§ Problem requirements:
Below are some records; return each one exactly.

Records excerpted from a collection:
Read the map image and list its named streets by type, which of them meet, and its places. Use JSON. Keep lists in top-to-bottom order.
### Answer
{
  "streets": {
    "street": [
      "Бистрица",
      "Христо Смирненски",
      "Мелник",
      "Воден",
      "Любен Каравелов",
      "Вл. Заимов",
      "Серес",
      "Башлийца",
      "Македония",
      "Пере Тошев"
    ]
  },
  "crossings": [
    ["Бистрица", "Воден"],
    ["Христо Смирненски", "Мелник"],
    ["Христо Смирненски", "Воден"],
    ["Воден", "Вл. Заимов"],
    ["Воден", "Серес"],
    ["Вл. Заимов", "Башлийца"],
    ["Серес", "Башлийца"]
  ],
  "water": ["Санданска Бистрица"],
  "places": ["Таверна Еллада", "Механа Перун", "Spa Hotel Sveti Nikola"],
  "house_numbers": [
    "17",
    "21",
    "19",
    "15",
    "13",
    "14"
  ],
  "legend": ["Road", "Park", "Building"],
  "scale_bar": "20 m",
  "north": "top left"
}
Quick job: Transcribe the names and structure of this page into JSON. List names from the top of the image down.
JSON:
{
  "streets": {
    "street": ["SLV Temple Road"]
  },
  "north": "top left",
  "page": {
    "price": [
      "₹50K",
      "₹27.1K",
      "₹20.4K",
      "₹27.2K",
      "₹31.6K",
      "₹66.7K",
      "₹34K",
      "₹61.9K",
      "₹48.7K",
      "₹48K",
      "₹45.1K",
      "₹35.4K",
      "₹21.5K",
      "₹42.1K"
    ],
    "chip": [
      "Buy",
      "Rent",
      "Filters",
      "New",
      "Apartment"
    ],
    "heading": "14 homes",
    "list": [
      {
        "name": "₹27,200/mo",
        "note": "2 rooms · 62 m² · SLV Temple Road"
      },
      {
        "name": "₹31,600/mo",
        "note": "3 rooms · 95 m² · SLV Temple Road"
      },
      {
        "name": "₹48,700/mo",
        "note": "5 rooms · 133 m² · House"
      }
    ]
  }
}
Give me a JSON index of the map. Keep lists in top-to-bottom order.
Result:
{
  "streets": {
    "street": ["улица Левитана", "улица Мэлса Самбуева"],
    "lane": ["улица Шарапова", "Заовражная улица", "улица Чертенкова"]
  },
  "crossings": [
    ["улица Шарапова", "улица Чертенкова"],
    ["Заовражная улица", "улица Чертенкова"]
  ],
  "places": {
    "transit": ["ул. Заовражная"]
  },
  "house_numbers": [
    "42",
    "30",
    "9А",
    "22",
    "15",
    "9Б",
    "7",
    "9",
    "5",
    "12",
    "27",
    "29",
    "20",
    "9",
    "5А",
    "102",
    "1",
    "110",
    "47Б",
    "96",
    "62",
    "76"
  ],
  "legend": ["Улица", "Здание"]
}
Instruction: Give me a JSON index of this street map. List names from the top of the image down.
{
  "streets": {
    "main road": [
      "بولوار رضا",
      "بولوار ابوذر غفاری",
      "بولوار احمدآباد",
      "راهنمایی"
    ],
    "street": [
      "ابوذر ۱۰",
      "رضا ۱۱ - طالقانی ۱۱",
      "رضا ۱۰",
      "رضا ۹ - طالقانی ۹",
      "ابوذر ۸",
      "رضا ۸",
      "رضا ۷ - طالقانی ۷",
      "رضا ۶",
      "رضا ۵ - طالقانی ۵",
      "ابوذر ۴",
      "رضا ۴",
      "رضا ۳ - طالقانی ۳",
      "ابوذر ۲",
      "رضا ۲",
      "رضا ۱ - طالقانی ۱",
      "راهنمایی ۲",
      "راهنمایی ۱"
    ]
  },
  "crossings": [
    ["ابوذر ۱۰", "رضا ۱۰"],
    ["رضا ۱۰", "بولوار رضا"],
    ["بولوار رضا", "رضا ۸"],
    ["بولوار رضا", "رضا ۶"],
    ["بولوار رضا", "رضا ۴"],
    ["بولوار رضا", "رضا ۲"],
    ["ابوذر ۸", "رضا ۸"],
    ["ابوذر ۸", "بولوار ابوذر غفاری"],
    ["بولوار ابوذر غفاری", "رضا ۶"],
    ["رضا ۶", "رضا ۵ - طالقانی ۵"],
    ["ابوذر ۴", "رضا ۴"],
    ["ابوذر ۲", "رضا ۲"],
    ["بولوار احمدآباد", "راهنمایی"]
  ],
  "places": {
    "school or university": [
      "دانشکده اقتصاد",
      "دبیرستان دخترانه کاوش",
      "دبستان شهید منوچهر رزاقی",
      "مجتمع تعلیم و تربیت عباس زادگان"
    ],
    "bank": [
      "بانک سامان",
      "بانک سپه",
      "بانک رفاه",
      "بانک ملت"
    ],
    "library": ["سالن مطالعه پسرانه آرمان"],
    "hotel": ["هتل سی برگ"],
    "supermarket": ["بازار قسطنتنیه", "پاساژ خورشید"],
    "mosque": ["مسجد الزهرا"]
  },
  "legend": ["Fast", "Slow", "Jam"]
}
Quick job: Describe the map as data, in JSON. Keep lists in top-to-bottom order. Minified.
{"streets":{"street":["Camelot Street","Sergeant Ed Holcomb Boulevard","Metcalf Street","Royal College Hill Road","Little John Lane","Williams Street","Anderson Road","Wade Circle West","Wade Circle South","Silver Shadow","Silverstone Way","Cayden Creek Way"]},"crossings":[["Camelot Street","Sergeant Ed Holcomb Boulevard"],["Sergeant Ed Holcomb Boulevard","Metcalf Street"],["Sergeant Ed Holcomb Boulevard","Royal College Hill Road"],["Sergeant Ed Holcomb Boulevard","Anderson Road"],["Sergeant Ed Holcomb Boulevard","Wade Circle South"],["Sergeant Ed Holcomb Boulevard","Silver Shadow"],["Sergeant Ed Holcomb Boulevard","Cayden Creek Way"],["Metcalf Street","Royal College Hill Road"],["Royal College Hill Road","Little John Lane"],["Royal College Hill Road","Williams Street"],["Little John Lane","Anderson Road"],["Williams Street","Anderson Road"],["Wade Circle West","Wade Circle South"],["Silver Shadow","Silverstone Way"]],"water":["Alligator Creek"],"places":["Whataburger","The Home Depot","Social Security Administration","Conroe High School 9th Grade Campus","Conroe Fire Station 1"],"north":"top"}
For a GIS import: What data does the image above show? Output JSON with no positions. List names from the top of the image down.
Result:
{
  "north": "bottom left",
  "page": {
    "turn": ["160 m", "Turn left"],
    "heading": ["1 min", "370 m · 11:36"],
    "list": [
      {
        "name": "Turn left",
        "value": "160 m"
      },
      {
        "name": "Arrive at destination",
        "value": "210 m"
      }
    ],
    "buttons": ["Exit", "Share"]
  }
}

§ Solution below:
Read the map image and list its named streets by type, which of them meet, and its places. Use JSON. Keep lists in top-to-bottom order.
### Answer
{
  "streets": {
    "street": [
      "Бистрица",
      "Христо Смирненски",
      "Мелник",
      "Воден",
      "Любен Каравелов",
      "Вл. Заимов",
      "Серес",
      "Башлийца",
      "Македония",
      "Пере Тошев"
    ]
  },
  "crossings": [
    ["Бистрица", "Воден"],
    ["Христо Смирненски", "Мелник"],
    ["Христо Смирненски", "Воден"],
    ["Воден", "Вл. Заимов"],
    ["Воден", "Серес"],
    ["Вл. Заимов", "Башлийца"],
    ["Серес", "Башлийца"]
  ],
  "water": ["Санданска Бистрица"],
  "places": ["Таверна Еллада", "Механа Перун", "Spa Hotel Sveti Nikola"],
  "house_numbers": [
    "17",
    "21",
    "19",
    "15",
    "13",
    "14"
  ],
  "legend": ["Road", "Park", "Building"],
  "scale_bar": "20 m",
  "north": "top left"
}
Quick job: Transcribe the names and structure of this page into JSON. List names from the top of the image down.
JSON:
{
  "streets": {
    "street": ["SLV Temple Road"]
  },
  "north": "top left",
  "page": {
    "price": [
      "₹50K",
      "₹27.1K",
      "₹20.4K",
      "₹27.2K",
      "₹31.6K",
      "₹66.7K",
      "₹34K",
      "₹61.9K",
      "₹48.7K",
      "₹48K",
      "₹45.1K",
      "₹35.4K",
      "₹21.5K",
      "₹42.1K"
    ],
    "chip": [
      "Buy",
      "Rent",
      "Filters",
      "New",
      "Apartment"
    ],
    "heading": "14 homes",
    "list": [
      {
        "name": "₹27,200/mo",
        "note": "2 rooms · 62 m² · SLV Temple Road"
      },
      {
        "name": "₹31,600/mo",
        "note": "3 rooms · 95 m² · SLV Temple Road"
      },
      {
        "name": "₹48,700/mo",
        "note": "5 rooms · 133 m² · House"
      }
    ]
  }
}
Give me a JSON index of the map. Keep lists in top-to-bottom order.
Result:
{
  "streets": {
    "street": ["улица Левитана", "улица Мэлса Самбуева"],
    "lane": ["улица Шарапова", "Заовражная улица", "улица Чертенкова"]
  },
  "crossings": [
    ["улица Шарапова", "улица Чертенкова"],
    ["Заовражная улица", "улица Чертенкова"]
  ],
  "places": {
    "transit": ["ул. Заовражная"]
  },
  "house_numbers": [
    "42",
    "30",
    "9А",
    "22",
    "15",
    "9Б",
    "7",
    "9",
    "5",
    "12",
    "27",
    "29",
    "20",
    "9",
    "5А",
    "102",
    "1",
    "110",
    "47Б",
    "96",
    "62",
    "76"
  ],
  "legend": ["Улица", "Здание"]
}
Instruction: Give me a JSON index of this street map. List names from the top of the image down.
{
  "streets": {
    "main road": [
      "بولوار رضا",
      "بولوار ابوذر غفاری",
      "بولوار احمدآباد",
      "راهنمایی"
    ],
    "street": [
      "ابوذر ۱۰",
      "رضا ۱۱ - طالقانی ۱۱",
      "رضا ۱۰",
      "رضا ۹ - طالقانی ۹",
      "ابوذر ۸",
      "رضا ۸",
      "رضا ۷ - طالقانی ۷",
      "رضا ۶",
      "رضا ۵ - طالقانی ۵",
      "ابوذر ۴",
      "رضا ۴",
      "رضا ۳ - طالقانی ۳",
      "ابوذر ۲",
      "رضا ۲",
      "رضا ۱ - طالقانی ۱",
      "راهنمایی ۲",
      "راهنمایی ۱"
    ]
  },
  "crossings": [
    ["ابوذر ۱۰", "رضا ۱۰"],
    ["رضا ۱۰", "بولوار رضا"],
    ["بولوار رضا", "رضا ۸"],
    ["بولوار رضا", "رضا ۶"],
    ["بولوار رضا", "رضا ۴"],
    ["بولوار رضا", "رضا ۲"],
    ["ابوذر ۸", "رضا ۸"],
    ["ابوذر ۸", "بولوار ابوذر غفاری"],
    ["بولوار ابوذر غفاری", "رضا ۶"],
    ["رضا ۶", "رضا ۵ - طالقانی ۵"],
    ["ابوذر ۴", "رضا ۴"],
    ["ابوذر ۲", "رضا ۲"],
    ["بولوار احمدآباد", "راهنمایی"]
  ],
  "places": {
    "school or university": [
      "دانشکده اقتصاد",
      "دبیرستان دخترانه کاوش",
      "دبستان شهید منوچهر رزاقی",
      "مجتمع تعلیم و تربیت عباس زادگان"
    ],
    "bank": [
      "بانک سامان",
      "بانک سپه",
      "بانک رفاه",
      "بانک ملت"
    ],
    "library": ["سالن مطالعه پسرانه آرمان"],
    "hotel": ["هتل سی برگ"],
    "supermarket": ["بازار قسطنتنیه", "پاساژ خورشید"],
    "mosque": ["مسجد الزهرا"]
  },
  "legend": ["Fast", "Slow", "Jam"]
}
Quick job: Describe the map as data, in JSON. Keep lists in top-to-bottom order. Minified.
{"streets":{"street":["Camelot Street","Sergeant Ed Holcomb Boulevard","Metcalf Street","Royal College Hill Road","Little John Lane","Williams Street","Anderson Road","Wade Circle West","Wade Circle South","Silver Shadow","Silverstone Way","Cayden Creek Way"]},"crossings":[["Camelot Street","Sergeant Ed Holcomb Boulevard"],["Sergeant Ed Holcomb Boulevard","Metcalf Street"],["Sergeant Ed Holcomb Boulevard","Royal College Hill Road"],["Sergeant Ed Holcomb Boulevard","Anderson Road"],["Sergeant Ed Holcomb Boulevard","Wade Circle South"],["Sergeant Ed Holcomb Boulevard","Silver Shadow"],["Sergeant Ed Holcomb Boulevard","Cayden Creek Way"],["Metcalf Street","Royal College Hill Road"],["Royal College Hill Road","Little John Lane"],["Royal College Hill Road","Williams Street"],["Little John Lane","Anderson Road"],["Williams Street","Anderson Road"],["Wade Circle West","Wade Circle South"],["Silver Shadow","Silverstone Way"]],"water":["Alligator Creek"],"places":["Whataburger","The Home Depot","Social Security Administration","Conroe High School 9th Grade Campus","Conroe Fire Station 1"],"north":"top"}
For a GIS import: What data does the image above show? Output JSON with no positions. List names from the top of the image down.
Result:
{
  "north": "bottom left",
  "page": {
    "turn": ["160 m", "Turn left"],
    "heading": ["1 min", "370 m · 11:36"],
    "list": [
      {
        "name": "Turn left",
        "value": "160 m"
      },
      {
        "name": "Arrive at destination",
        "value": "210 m"
      }
    ],
    "buttons": ["Exit", "Share"]
  }
}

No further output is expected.